Eun Mi já com quase 50 anos trabalha como fisioterapeuta, Jin Hee, de 29 anos, tem uma carreira como policial. Nem mesmo o aparecimento do pai biológico muda a conexão entre mãe e filha. Mais do que falar dos desafios da maternidade enfrentados por uma jovem num país conservador e machista como a Coreia do Sul, o drama traz temas atuais e sensíveis como a violência contra as mulheres, a opção por uma vida de solteira, tanto da mãe quanto da filha e o próprio conceito de família, já que as duas tiveram que construir uma família não parental, ao longo de sua trajetória. Amigos que as colheram ganharam um status de família enquanto que aqueles com os quais Jin Hee compartilha laços consanguíneos são pessoas completamente estranhas à sua realidade.

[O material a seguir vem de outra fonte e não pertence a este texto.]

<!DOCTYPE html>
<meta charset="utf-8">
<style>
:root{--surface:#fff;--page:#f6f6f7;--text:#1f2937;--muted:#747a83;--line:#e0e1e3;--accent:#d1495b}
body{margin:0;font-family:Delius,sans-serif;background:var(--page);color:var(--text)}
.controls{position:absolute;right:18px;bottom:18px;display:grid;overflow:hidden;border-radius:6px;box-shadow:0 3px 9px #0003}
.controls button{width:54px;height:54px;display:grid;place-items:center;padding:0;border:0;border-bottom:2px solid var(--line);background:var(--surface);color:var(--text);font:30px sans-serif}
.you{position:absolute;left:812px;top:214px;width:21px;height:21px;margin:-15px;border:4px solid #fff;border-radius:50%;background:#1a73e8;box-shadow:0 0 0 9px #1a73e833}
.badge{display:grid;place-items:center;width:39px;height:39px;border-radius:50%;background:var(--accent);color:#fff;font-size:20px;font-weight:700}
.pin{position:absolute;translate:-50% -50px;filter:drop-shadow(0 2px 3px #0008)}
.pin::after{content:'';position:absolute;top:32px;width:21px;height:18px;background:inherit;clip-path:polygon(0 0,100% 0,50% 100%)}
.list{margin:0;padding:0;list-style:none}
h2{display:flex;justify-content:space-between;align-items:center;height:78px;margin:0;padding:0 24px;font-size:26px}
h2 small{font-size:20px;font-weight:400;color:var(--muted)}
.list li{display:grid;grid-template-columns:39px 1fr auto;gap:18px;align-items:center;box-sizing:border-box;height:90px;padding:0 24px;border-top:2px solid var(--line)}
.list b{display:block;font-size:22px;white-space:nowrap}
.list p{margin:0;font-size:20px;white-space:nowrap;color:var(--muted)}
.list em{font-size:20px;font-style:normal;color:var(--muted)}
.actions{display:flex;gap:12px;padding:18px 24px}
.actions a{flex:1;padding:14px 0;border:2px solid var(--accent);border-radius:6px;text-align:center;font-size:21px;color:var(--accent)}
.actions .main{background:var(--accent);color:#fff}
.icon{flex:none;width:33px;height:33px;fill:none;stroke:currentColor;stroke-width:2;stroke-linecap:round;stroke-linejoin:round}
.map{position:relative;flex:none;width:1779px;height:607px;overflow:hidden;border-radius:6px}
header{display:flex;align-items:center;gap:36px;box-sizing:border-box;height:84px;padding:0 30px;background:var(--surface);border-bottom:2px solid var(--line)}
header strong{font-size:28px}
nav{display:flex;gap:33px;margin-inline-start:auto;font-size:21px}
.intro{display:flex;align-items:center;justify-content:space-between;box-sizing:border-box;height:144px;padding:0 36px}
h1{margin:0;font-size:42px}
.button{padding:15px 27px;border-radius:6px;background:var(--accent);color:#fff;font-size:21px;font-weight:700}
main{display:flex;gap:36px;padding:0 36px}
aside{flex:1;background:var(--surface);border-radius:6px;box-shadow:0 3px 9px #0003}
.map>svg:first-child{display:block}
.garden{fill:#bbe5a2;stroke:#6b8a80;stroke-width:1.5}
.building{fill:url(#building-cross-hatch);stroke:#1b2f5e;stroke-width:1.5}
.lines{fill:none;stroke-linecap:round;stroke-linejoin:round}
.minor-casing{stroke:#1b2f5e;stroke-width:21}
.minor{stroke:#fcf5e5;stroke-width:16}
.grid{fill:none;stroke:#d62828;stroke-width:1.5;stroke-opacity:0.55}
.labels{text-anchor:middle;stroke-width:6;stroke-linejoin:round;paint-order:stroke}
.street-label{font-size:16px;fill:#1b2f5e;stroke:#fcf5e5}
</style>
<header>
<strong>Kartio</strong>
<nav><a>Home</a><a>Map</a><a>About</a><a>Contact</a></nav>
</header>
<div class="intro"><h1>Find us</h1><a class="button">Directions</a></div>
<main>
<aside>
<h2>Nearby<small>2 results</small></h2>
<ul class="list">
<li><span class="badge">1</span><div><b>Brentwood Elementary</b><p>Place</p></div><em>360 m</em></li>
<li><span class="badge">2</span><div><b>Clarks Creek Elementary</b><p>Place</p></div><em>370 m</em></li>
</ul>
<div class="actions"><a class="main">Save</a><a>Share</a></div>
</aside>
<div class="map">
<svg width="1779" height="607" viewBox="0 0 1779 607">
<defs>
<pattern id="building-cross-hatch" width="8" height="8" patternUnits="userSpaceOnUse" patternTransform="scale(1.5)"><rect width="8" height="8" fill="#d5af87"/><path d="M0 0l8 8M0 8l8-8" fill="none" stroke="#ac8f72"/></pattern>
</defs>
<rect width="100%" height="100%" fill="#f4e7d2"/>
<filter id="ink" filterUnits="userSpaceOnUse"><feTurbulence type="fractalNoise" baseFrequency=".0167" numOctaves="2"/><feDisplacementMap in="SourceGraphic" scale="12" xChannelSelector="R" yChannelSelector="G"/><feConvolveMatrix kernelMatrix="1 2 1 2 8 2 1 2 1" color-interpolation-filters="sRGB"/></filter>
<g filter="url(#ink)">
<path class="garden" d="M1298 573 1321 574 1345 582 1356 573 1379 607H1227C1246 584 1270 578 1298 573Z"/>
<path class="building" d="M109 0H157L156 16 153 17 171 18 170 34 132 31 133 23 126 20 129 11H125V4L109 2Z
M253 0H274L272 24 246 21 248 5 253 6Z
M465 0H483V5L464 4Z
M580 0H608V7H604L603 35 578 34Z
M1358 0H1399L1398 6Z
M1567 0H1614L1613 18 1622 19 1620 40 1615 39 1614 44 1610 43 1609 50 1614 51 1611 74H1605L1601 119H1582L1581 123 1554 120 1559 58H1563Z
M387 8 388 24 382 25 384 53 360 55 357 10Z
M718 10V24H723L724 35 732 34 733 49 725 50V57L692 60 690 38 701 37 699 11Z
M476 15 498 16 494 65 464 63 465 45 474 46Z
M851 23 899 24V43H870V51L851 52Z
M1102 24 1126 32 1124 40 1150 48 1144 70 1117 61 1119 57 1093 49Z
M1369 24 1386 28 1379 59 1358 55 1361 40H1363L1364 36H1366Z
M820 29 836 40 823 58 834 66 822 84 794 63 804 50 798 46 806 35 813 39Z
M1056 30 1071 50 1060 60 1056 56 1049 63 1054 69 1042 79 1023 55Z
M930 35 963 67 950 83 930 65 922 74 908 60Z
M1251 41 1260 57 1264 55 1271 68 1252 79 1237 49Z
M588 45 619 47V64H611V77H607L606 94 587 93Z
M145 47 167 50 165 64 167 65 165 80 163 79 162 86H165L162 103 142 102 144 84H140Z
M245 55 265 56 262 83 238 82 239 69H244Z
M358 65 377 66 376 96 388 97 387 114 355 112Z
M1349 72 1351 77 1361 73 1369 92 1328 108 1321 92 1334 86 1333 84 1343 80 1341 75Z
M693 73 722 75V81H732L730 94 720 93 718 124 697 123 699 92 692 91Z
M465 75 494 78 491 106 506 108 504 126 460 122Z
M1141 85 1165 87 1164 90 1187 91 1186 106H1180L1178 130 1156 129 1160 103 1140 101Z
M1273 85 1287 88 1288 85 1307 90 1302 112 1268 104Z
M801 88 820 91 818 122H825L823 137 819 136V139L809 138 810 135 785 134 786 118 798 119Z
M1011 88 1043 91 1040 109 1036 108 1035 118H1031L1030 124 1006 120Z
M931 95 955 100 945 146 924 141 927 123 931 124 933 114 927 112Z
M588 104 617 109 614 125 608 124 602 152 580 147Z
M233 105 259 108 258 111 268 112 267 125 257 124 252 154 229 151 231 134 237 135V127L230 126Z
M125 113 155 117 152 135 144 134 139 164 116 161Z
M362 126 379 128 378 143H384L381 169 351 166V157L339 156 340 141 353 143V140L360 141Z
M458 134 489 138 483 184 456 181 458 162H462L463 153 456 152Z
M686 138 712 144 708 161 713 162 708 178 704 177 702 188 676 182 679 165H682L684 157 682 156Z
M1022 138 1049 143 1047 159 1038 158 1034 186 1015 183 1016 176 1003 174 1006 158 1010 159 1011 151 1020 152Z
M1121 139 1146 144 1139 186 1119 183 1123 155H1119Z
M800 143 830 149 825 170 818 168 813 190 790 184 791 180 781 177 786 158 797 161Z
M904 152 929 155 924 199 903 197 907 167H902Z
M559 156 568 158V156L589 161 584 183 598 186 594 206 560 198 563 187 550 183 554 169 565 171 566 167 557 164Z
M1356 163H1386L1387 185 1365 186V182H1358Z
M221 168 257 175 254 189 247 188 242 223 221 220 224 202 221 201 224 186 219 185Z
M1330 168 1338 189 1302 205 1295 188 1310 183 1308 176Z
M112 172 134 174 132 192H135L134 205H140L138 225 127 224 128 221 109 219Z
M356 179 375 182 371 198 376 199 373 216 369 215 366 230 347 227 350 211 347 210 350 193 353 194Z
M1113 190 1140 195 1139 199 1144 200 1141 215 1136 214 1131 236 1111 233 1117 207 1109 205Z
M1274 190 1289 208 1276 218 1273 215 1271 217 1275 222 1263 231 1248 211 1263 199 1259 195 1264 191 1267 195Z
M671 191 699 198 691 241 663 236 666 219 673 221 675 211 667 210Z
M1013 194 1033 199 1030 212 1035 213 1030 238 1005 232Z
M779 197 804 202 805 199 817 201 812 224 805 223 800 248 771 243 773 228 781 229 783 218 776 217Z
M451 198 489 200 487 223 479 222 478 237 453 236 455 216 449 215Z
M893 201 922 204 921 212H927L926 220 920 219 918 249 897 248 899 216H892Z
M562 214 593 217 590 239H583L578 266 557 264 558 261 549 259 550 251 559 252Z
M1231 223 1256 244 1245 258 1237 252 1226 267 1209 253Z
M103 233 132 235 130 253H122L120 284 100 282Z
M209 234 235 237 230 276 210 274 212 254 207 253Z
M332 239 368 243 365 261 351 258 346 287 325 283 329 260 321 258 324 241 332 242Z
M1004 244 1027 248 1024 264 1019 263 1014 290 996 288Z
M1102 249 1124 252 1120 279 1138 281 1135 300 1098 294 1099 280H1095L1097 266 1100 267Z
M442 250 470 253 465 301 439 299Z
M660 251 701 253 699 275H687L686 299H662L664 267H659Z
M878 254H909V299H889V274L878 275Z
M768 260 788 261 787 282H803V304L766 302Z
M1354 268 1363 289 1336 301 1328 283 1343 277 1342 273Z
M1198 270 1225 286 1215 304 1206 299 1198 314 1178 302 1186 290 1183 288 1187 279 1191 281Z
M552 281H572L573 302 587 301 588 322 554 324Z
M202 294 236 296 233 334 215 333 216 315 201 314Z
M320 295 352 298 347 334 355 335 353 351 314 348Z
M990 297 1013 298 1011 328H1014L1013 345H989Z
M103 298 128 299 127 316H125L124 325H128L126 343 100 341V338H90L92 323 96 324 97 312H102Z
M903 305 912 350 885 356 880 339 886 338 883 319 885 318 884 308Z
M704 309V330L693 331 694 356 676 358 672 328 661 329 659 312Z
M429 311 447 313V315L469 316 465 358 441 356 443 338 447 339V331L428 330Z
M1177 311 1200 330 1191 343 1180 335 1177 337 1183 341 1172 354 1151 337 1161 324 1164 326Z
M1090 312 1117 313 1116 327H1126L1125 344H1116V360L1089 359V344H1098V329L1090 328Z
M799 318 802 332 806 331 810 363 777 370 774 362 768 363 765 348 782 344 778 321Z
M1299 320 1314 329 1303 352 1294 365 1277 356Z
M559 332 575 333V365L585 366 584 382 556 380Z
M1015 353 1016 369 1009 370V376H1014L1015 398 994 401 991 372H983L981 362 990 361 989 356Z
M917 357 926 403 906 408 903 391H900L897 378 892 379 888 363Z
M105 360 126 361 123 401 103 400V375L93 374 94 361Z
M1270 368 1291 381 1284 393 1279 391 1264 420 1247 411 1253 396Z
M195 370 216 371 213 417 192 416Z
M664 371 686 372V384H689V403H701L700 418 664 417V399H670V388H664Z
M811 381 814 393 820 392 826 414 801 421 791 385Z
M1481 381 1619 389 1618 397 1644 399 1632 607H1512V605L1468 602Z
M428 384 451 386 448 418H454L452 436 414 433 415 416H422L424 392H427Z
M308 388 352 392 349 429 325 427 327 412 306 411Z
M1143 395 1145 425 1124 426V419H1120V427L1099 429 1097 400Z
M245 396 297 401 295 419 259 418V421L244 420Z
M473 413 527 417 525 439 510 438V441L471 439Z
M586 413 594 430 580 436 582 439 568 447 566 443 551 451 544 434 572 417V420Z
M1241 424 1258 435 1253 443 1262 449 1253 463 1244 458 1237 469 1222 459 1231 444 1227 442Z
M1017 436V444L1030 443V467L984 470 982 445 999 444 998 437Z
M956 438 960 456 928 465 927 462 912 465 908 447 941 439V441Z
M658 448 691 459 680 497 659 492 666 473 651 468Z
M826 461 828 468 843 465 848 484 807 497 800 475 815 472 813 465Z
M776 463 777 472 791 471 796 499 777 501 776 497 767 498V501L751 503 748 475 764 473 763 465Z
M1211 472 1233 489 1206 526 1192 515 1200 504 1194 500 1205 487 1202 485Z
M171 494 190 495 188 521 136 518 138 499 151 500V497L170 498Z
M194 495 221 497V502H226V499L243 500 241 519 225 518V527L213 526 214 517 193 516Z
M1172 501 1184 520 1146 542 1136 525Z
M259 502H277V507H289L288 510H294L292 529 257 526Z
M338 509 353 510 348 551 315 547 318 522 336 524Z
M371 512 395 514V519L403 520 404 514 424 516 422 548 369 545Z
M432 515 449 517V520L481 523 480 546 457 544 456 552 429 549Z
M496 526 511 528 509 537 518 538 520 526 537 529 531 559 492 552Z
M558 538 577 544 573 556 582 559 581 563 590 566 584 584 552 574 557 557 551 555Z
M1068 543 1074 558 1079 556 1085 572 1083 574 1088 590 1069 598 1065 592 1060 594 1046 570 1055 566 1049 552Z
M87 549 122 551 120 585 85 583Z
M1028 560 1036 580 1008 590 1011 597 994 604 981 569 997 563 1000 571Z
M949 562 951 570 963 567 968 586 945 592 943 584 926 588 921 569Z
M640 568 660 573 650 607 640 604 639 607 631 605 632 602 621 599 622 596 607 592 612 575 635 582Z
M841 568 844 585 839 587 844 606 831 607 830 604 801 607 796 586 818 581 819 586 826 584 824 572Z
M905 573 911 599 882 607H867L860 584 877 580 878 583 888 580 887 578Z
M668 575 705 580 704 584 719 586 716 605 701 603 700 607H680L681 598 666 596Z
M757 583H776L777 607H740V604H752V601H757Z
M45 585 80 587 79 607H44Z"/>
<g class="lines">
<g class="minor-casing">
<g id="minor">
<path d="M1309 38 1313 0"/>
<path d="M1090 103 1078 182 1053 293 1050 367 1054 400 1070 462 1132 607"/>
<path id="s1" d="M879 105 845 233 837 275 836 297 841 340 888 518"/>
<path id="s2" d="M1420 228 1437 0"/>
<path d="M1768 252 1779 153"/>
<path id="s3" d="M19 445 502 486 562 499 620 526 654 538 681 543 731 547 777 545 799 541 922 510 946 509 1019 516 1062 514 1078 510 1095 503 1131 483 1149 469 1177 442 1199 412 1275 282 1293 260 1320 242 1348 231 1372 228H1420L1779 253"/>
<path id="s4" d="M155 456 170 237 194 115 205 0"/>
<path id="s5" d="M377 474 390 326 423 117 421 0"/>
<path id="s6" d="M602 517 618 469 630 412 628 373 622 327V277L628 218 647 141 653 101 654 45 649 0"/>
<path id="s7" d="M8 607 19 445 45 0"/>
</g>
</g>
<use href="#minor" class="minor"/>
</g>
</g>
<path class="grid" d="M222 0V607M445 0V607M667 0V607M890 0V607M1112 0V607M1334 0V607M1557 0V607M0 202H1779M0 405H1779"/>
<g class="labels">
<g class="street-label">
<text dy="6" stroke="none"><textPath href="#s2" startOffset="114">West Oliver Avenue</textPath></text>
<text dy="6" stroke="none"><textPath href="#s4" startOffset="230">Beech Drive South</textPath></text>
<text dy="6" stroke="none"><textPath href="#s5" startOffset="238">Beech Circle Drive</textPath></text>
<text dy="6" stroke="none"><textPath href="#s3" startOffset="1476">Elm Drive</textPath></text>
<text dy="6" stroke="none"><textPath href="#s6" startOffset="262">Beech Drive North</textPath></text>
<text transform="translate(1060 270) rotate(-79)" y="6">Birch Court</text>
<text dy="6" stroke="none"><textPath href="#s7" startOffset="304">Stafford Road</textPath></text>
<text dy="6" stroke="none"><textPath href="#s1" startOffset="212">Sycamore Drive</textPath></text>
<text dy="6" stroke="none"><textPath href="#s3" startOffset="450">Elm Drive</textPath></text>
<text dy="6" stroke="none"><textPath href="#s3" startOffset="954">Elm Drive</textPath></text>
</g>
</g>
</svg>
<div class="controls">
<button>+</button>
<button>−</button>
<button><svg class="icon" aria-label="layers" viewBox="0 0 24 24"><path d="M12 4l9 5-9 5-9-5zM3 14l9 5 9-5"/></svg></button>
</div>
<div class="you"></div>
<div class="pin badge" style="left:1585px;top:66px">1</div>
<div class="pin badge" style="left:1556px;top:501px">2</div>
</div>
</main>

Esta parte, em especial, foi que me prendeu à trama e me fez levantar questões com relação ao conceito que temos e que reproduzimos mesmo que inconscientemente de família. Acredito que, dentro da realidade sul coreana, esse debate seja ainda mais acalorado, uma vez que essa sociedade se alicerçou dentro de uma filosofia confucionista, baseada no dever fundamental dos filhos cuidar e obedecer aos seus pais e honrar os ancestrais. 

O respeito pela autoridade e pela autoridade familiar também é uma característica importante do confucionismo. Uma família hierarquizada em todos os sentidos. Muito diferente do núcleo familiar criado por Kim Eun Mi e sua filha. Enfim, para quem tiver interesse numa história engraçada e, ao mesmo tempo comovente, eu recomendo. Este drama está disponível no VIKI para assinantes, mas acredito que pode ser encontrado gratuitamente nos fansubs.